Pour les cinéphiles qui, comme moi, carburent aux nombreux festivals qui font vibrer la métropole, Vues d’Afrique est un incontournable, une chance unique de découvrir une centaine de films du continent africain ou des pays créoles, rarement distribués en salles chez nous. S’il demeure un événement nécessaire qui nous émeut en nous racontant les drames humains que ne dépeignent que trop peu souvent les médias québécois, il nous fait aussi rire à gorge déployée avec ses comédies désopilantes venues d’ailleurs. Une belle façon de se réchauffer le cœur, alors que le printemps se fait attendre.
Pour vous inspirer, j’ai demandé au parrain de cette 29e édition de Vues d’Afrique, le journaliste et animateur François Bugingo, quels étaient ses coups de cœur. Des longs métrages à découvrir du 26 avril au 5 mai à Montréal.
Les Kinshasa Kids du film de Marc-Henri Wajnberg font partie des 30 000 enfants accusés de sorcellerie, puis rejetés par leur famille en République démocratique du Congo. Ils tentent de reprendre leur vie en main en formant un groupe de rap. « J’ai vraiment été séduit par cette œuvre! C’est tellement réaliste! On en ressort indigné, mais aussi rempli d’empathie pour ces gamins de la rue de Kinshasa », raconte François Bugingo. Un long métrage où s’entremêlent l’amour de l’art, la revendication et la survie.
Dans Deported de Rachèle Magloire et Chantal Regnault, on braque plutôt les projecteurs sur les jeunes nord-américains qui sont expulsés vers Haïti après avoir purgé une peine de prison. « Lorsqu’un jeune homme arrivé ici il y a un an est déporté, il n’y a pas de problème. Mais lorsqu’on expulse un membre de gang de rue qui a vécu presque toute sa vie ici, c’est une toute autre réalité. Haïti, ce n’est pas chez lui! Il se retrouve totalement plongé dans l’inconnu, explique le parrain du festival. Voilà un document bouleversant qui déchire le cœur. »

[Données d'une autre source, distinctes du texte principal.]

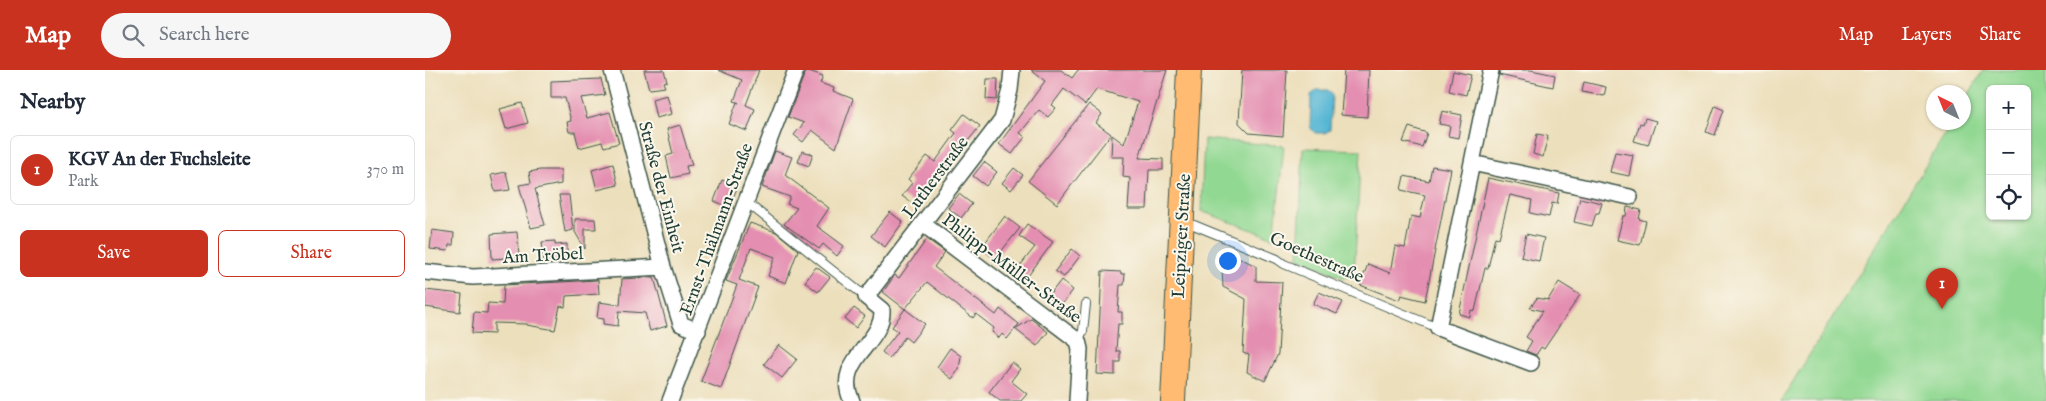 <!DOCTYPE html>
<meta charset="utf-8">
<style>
:root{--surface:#fff;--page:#f6f6f7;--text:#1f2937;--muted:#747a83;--line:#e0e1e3;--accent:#c8321e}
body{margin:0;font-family:"IM FELL English",serif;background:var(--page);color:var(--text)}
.controls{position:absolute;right:15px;top:15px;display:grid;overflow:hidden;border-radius:8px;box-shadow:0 1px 4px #0004}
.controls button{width:45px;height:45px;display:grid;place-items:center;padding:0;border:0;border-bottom:1px solid var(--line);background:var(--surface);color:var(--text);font:25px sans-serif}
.compass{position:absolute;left:1501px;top:15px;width:45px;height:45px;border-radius:50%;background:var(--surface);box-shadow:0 1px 4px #0004;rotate:317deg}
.you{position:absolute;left:802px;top:190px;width:18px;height:18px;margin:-12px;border:4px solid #fff;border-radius:50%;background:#1a73e8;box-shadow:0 0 0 8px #1a73e833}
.badge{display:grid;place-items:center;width:32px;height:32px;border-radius:50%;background:var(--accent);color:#fff;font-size:16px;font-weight:700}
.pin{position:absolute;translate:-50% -41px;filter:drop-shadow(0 1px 2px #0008)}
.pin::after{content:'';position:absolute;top:26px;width:18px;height:15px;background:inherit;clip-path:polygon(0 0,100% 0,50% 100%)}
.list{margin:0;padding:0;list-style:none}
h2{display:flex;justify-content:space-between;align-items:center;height:65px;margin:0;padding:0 20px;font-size:21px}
h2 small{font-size:16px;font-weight:400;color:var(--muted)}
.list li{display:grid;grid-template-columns:32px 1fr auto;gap:15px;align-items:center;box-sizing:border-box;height:70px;margin:0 10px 10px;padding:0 10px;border:1px solid var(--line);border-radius:8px}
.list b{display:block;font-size:19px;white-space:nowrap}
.list p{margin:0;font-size:16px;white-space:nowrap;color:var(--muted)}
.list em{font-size:16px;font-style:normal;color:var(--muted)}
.actions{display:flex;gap:10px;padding:15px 20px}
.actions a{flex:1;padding:11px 0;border:1px solid var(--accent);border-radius:8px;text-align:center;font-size:18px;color:var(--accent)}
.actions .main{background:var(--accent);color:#fff}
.icon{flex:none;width:28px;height:28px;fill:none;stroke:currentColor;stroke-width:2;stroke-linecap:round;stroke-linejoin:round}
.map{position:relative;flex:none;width:1621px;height:331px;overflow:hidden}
header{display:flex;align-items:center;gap:30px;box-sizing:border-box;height:70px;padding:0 25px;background:var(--accent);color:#fff}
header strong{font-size:24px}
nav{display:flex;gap:28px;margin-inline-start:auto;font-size:18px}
.search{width:350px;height:45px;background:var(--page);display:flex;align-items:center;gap:12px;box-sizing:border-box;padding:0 18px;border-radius:28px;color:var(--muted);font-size:19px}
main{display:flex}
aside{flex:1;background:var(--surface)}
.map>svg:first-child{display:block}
.green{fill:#91d892;stroke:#588a63;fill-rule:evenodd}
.water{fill:#55b6d4;stroke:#3a7a84}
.building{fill:#e48fb1}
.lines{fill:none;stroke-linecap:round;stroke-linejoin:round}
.lane-casing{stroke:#3e5548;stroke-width:10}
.street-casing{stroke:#3e5548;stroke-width:18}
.primary-casing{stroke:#3e5548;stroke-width:26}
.lane{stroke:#fff;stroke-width:8}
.street{stroke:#fff;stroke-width:15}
.primary{stroke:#ffbb71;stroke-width:24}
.labels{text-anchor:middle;stroke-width:4;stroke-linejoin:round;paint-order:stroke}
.street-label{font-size:18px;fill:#1f3d34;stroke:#fbf7ec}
</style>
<header>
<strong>Map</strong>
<div class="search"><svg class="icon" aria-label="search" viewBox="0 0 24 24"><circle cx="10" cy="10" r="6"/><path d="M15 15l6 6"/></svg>Search here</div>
<nav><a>Map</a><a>Layers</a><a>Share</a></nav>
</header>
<main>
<aside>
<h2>Nearby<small></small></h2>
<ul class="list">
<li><span class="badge">1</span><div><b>KGV An der Fuchsleite</b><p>Park</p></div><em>370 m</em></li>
</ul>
<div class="actions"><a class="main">Save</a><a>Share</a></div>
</aside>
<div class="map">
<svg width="1621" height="331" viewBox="0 0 1621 331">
<rect width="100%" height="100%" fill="#fbf7ec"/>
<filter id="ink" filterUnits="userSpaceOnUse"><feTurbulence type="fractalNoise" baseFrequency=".02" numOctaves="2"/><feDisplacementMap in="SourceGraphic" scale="10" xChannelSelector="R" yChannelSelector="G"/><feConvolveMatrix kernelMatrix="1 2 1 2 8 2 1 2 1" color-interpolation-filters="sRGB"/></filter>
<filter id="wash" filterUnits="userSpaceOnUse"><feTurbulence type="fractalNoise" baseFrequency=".0096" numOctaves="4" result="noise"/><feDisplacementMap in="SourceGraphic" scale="20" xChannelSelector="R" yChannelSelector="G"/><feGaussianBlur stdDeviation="1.12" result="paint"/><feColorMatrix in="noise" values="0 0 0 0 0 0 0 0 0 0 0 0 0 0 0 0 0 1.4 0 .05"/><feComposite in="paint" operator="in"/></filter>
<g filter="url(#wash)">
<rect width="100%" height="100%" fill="#ecdfbc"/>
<path class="green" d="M1558 0H1621V331H1356L1527 53 1538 52 1539 33ZM1565 19H1602V146H1565Z
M779 69 859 76 849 168 776 141Z
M878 78 936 80 929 206 919 208 873 188Z"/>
<path class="water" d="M892 20H903L907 25 905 60 900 63H890L885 57 886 25Z"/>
<g id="blocks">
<path class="building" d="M219 0H239L242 11 238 12 240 17 224 19Z
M293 0H334L321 35 330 39 322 61 304 54 312 32 314 33 309 31 317 10Z
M381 0 398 6 395 13 409 18 408 21 428 29 411 78 387 60 378 72 369 65 379 53 363 47Z
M606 0H636L647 8 653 0H742L714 88 738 89V100H724L722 139H703L705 108 698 107 699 87H686L687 65 699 74 713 32 672 19 660 35 639 19 627 35 631 38 623 47 614 40 595 63 600 67 587 84 574 74 620 11Z
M817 0H862L858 66 824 63 814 53Z
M919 0H944L942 47 916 45Z
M1075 0H1106L1130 5 1128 17 1074 5Z
M1028 1 1046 5 1041 25 1024 21Z
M176 9 180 25 156 28 162 48 185 42 194 73 179 77 177 72 154 78 150 62H144L142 52 146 51 140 28H126V11Z
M562 9H573L572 30 561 29Z
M1159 12 1181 17 1179 26 1157 22Z
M242 25 247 44 231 48 227 29Z
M97 33 103 53 81 59 75 39Z
M664 34 677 44 671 53 686 64 632 134 603 111Z
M1290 36 1299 40 1290 65 1281 62Z
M1017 41 1037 45 1033 68 1023 66 1025 56 1014 54Z
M539 44 555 56 491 136 477 126 487 113 483 109 502 86 510 92 531 63 527 60Z
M1220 48 1231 51 1223 75 1209 71 1215 53 1218 54Z
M255 55 267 95 261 96 263 104 246 108 241 86 248 84 242 59Z
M984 57 1002 63 997 77 978 72Z
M1112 64 1123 66 1118 87 1108 84Z
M350 81 367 87 360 105 404 138 392 156 419 176 412 186 398 174 394 179 359 154 372 138 362 134 365 127 337 117Z
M377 81 388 84 384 96 373 92Z
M1190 82 1208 85 1204 106 1185 102Z
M559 92 572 102 561 116 548 106Z
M188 94 193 115 172 120 167 100Z
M1007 96 1026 99 1000 231 976 225 974 230 935 215 943 194 965 203 970 176 980 178 986 146 995 148 1000 125 976 120 979 106 1004 111Z
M589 98 598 105 586 120 577 113Z
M115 100H136V114L110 119 120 155 106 158 94 115 106 113 104 102Z
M81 102 85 120 70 122 66 105Z
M1063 108 1134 123 1132 134 1127 133 1124 147 1105 143 1107 130 1085 125 1074 168 1070 167 1063 198H1060L1050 241 1046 240 1045 247 1034 244Z
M297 110 313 116 304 137 289 131Z
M534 124 547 134 536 148 523 138Z
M134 125H144L148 160 140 162Z
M1155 128 1177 133 1174 143H1171L1167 156 1149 152Z
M1202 137 1216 140 1214 149 1221 151 1215 175 1192 170 1198 146H1201Z
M465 142 478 152 460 177 446 166Z
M580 146 595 158 570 189 556 178Z
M150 149H170L171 159H160V179L150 162Z
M325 153 351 162 373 180 361 213 343 206 350 187 326 178 314 210 333 217 296 319 276 311 312 215 301 211Z
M602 154 628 172 600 210 590 202 610 177 594 166Z
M7 160 29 163 28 175H24L23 181 5 179Z
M92 162 94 187 67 189 66 164Z
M1101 164 1119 168 1114 191 1096 187Z
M502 169 520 182 509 197 571 245 575 239 594 254 582 269 577 264 574 268 567 262 569 258 551 244 548 248 502 212 480 239 458 222 470 205 474 208Z
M130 171V175L142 174V191L119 192 117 172Z
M647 179 655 186 639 207 630 201Z
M813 187 831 196V211L857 212 853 284 840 311 822 302 824 285 818 283 821 229 798 217 797 198Z
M391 197 405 207 393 222 380 212Z
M677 201 696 202V204H700L699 215H695L693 242H697V254H693L691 281H695V292H690V305L672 304Z
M222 207H229L242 256 225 261 220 243 194 241 193 256 178 254 179 249 172 248 174 232 195 235 197 209 214 208V209Z
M173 210 174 224 141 226 140 237 135 236 130 260 102 255V254L69 253V264L47 263 49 242 62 243 63 233 78 234 79 215Z
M636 210 648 220 635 237 623 227Z
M1134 212 1155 225 1119 279 1116 277 1111 285 1101 281 1107 271 1101 267 1118 241 1105 238 1112 228 1123 230Z
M0 220 37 224 35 242 0 237Z
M894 222 918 232 912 244 888 234Z
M429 238 440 246 431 258 420 249Z
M480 239 500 254 486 272 480 267 464 288 457 282 473 261 467 257Z
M606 249 623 262 612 276 590 259Z
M354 275 372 289 357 308 339 294Z
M525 278 536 286 534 299 527 309 512 297Z
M587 292 595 299 586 311 602 324 596 331H575L564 322Z"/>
</g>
</g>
<g filter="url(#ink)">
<use href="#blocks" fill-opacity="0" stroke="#3e5548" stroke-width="1"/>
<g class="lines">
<g class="lane-casing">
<path id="lane" d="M320 131 441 227
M759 151 852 189 859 194 1013 258
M653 271 658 261 661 234"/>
</g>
<g class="street-casing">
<path id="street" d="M187 0 238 197 256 254 273 261
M1066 0 1013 258 1106 293
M1047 93 1205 127
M498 154 653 271 655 279 652 331
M0 202 48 207 238 197
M245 331 371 0
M427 331C407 291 459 273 457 240L441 227 577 50 585 20 587 0"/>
</g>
<g class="primary-casing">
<path id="primary" d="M748 331 764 0"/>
</g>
<use href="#lane" class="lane"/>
<use href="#street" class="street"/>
<use href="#primary" class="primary"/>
</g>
</g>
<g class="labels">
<g class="street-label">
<text transform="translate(510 107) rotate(-53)" y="6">Lutherstraße</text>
<text transform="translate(237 117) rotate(75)" y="6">Straße der Einheit</text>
<text transform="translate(291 159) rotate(-70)" y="6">Ernst-Thälmann-Straße</text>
<text transform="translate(756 166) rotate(-87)" y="6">Leipziger Straße</text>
<text transform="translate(118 185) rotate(-3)" y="6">Am Tröbel</text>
<text transform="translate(892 187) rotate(24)" y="6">Goethestraße</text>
<text transform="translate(587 198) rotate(37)" y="6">Philipp-Müller-Straße</text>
</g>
</g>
</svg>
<div class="controls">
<button>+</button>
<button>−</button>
<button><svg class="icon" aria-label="locate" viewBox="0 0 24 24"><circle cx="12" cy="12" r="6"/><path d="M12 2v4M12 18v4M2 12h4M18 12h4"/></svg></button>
</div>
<svg class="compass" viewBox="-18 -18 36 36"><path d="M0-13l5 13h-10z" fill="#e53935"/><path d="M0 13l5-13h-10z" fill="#747a83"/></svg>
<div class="you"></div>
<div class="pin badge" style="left:1517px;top:239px">1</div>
</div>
</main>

En 1975, année où le Mozambique devient indépendant, le gouvernement choisit d’éliminer toutes les traces de la colonisation de son territoire, y compris la prostitution. Des centaines de travailleuses du sexe sont alors envoyées dans des camps pour être « rééduquées ». Virgin Margarida de Lucinio Azevedo nous présente ces femmes prostituées qui, après une révolution communiste, laissent tomber leur boulot pour des métiers de bras, s’exclame François Bugingo. C’est un film complètement capoté! »
Le parrain de Vues d’Afrique se réjouit de l’ajout d’œuvres du Maghreb à la programmation. Parmi celles qui ont capté son attention, Même pas mal de Nadia El Fani et Alina Isabel Pérez, sur le double combat de El Fani contre les islamistes qui ont mal accueilli son long métrage Laïcité, Inch’Allah, mais aussi contre le cancer. Également, Les mécréants de Mohcine Besri sur l’enlèvement d’un groupe de comédiens par de jeunes islamistes. Isolés, les hommes des deux camps seront appelés à cohabiter, à discuter et, on le devine, à s’affronter.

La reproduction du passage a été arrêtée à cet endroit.